▶ **TASK ITEM**
Only the lines from the one containing "Serialize what can" to the end of the records should be given again, word for word and in full.
Start of EXERCISE MATERIALS
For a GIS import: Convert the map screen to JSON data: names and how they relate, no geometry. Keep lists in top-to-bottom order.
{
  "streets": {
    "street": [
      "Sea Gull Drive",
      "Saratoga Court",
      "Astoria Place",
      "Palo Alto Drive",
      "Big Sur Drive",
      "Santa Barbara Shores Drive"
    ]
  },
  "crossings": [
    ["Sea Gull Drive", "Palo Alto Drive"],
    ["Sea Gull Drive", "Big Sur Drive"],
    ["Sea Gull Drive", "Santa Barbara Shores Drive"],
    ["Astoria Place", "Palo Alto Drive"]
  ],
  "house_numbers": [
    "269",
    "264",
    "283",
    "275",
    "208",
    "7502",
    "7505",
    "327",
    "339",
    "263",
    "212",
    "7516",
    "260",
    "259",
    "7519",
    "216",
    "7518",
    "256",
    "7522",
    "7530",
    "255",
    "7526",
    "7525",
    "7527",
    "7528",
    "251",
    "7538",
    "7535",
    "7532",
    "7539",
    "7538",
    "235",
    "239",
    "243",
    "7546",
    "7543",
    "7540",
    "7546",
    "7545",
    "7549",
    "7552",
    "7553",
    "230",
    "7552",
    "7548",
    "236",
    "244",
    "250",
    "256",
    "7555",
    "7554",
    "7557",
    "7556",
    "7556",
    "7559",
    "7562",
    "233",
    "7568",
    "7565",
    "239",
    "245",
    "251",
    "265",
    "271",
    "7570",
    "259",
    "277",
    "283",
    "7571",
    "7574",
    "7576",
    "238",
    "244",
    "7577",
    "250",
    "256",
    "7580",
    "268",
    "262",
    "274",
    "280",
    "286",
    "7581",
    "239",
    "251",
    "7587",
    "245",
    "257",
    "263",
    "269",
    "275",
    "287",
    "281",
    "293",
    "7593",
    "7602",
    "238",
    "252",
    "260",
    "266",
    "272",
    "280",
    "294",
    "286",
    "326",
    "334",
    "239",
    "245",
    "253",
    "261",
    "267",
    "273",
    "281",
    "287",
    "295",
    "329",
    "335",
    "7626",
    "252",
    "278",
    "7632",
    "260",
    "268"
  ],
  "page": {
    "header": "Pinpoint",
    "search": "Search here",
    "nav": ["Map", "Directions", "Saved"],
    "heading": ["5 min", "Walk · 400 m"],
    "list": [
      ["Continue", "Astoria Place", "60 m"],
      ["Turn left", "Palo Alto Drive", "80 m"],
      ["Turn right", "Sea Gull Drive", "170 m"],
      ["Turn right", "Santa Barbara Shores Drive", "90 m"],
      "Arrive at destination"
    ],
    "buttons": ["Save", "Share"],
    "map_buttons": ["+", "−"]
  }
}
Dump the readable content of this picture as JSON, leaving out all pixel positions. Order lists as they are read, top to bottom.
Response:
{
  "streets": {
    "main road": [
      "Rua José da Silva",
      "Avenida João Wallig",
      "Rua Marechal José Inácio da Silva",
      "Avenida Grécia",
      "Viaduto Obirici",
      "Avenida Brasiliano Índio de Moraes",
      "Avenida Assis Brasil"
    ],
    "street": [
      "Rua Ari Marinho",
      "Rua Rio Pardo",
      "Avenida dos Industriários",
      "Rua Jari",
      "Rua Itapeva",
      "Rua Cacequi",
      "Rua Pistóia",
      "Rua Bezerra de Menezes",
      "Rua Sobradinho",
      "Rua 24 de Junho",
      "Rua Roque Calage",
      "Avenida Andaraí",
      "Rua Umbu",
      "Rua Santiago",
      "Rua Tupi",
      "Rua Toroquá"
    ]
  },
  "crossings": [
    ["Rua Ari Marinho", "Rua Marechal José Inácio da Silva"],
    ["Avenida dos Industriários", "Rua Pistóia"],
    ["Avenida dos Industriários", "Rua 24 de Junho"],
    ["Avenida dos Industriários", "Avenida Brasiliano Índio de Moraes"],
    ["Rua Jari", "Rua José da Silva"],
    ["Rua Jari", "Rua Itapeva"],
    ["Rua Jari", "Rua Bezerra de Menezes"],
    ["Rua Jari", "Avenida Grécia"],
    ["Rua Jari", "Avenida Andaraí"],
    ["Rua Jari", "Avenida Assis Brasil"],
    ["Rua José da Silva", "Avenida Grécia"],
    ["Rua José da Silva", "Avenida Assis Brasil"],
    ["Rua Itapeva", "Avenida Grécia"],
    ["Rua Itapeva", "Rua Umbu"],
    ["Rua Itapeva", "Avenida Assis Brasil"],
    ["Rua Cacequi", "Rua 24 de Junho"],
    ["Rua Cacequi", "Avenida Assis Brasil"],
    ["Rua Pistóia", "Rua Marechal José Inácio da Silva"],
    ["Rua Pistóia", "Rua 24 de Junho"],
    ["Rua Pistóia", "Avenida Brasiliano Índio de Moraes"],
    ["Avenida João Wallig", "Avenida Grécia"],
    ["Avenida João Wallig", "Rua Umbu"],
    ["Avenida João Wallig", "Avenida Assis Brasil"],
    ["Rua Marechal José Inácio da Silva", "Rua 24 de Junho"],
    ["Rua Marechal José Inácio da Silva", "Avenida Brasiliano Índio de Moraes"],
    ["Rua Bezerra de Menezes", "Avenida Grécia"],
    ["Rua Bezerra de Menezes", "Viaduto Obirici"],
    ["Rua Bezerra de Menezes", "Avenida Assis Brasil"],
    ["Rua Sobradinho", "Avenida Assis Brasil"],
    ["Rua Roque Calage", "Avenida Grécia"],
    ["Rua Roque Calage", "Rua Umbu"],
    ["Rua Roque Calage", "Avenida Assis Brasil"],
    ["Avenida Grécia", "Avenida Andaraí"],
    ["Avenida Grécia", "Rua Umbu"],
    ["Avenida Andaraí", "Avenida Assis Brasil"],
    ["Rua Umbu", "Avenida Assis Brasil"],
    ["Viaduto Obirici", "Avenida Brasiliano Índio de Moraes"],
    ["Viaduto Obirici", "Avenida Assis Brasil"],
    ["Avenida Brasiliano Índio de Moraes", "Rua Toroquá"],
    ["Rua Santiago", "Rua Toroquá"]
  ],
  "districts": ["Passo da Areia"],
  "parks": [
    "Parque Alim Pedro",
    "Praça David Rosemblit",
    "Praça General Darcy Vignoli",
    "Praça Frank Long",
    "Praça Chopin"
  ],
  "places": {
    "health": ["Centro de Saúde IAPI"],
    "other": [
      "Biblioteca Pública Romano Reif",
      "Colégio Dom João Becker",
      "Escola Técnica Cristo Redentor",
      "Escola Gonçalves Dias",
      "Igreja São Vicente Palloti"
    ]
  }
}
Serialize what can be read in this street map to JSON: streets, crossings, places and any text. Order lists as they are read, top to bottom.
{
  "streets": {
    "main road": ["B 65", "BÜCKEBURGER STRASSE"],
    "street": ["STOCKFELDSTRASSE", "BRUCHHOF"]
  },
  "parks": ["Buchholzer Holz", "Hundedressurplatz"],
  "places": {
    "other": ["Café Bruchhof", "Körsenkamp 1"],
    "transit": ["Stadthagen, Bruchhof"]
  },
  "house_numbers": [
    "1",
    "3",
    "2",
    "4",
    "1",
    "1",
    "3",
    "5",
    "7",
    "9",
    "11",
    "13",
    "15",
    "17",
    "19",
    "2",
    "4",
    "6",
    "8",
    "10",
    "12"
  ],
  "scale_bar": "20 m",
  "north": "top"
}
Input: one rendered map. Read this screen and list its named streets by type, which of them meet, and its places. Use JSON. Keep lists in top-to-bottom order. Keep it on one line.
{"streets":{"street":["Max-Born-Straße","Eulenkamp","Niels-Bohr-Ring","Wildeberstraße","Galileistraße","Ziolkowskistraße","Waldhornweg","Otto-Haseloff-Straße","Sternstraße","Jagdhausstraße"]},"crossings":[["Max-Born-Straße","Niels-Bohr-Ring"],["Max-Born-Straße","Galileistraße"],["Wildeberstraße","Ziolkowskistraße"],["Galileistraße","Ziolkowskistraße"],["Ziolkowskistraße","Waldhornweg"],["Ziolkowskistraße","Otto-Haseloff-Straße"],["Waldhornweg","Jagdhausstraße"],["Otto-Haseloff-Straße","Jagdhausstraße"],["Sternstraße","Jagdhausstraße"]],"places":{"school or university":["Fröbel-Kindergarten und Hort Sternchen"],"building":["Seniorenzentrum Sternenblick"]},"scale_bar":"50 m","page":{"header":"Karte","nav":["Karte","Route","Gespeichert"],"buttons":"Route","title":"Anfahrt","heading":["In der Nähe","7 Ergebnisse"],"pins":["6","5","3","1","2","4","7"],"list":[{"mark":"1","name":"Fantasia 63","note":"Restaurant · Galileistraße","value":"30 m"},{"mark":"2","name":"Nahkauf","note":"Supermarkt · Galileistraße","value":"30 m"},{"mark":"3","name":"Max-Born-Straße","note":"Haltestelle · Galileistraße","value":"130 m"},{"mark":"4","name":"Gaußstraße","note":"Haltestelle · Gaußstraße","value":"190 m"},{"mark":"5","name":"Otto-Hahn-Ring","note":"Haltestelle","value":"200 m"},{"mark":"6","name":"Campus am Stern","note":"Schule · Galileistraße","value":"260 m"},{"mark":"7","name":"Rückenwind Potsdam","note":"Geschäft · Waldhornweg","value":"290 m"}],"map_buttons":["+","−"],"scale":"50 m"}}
End of EXERCISE MATERIALS
▶ **ANSWER TO THIS PROBLEM**
Serialize what can be read in this street map to JSON: streets, crossings, places and any text. Order lists as they are read, top to bottom.
{
  "streets": {
    "main road": ["B 65", "BÜCKEBURGER STRASSE"],
    "street": ["STOCKFELDSTRASSE", "BRUCHHOF"]
  },
  "parks": ["Buchholzer Holz", "Hundedressurplatz"],
  "places": {
    "other": ["Café Bruchhof", "Körsenkamp 1"],
    "transit": ["Stadthagen, Bruchhof"]
  },
  "house_numbers": [
    "1",
    "3",
    "2",
    "4",
    "1",
    "1",
    "3",
    "5",
    "7",
    "9",
    "11",
    "13",
    "15",
    "17",
    "19",
    "2",
    "4",
    "6",
    "8",
    "10",
    "12"
  ],
  "scale_bar": "20 m",
  "north": "top"
}
Input: one rendered map. Read this screen and list its named streets by type, which of them meet, and its places. Use JSON. Keep lists in top-to-bottom order. Keep it on one line.
{"streets":{"street":["Max-Born-Straße","Eulenkamp","Niels-Bohr-Ring","Wildeberstraße","Galileistraße","Ziolkowskistraße","Waldhornweg","Otto-Haseloff-Straße","Sternstraße","Jagdhausstraße"]},"crossings":[["Max-Born-Straße","Niels-Bohr-Ring"],["Max-Born-Straße","Galileistraße"],["Wildeberstraße","Ziolkowskistraße"],["Galileistraße","Ziolkowskistraße"],["Ziolkowskistraße","Waldhornweg"],["Ziolkowskistraße","Otto-Haseloff-Straße"],["Waldhornweg","Jagdhausstraße"],["Otto-Haseloff-Straße","Jagdhausstraße"],["Sternstraße","Jagdhausstraße"]],"places":{"school or university":["Fröbel-Kindergarten und Hort Sternchen"],"building":["Seniorenzentrum Sternenblick"]},"scale_bar":"50 m","page":{"header":"Karte","nav":["Karte","Route","Gespeichert"],"buttons":"Route","title":"Anfahrt","heading":["In der Nähe","7 Ergebnisse"],"pins":["6","5","3","1","2","4","7"],"list":[{"mark":"1","name":"Fantasia 63","note":"Restaurant · Galileistraße","value":"30 m"},{"mark":"2","name":"Nahkauf","note":"Supermarkt · Galileistraße","value":"30 m"},{"mark":"3","name":"Max-Born-Straße","note":"Haltestelle · Galileistraße","value":"130 m"},{"mark":"4","name":"Gaußstraße","note":"Haltestelle · Gaußstraße","value":"190 m"},{"mark":"5","name":"Otto-Hahn-Ring","note":"Haltestelle","value":"200 m"},{"mark":"6","name":"Campus am Stern","note":"Schule · Galileistraße","value":"260 m"},{"mark":"7","name":"Rückenwind Potsdam","note":"Geschäft · Waldhornweg","value":"290 m"}],"map_buttons":["+","−"],"scale":"50 m"}}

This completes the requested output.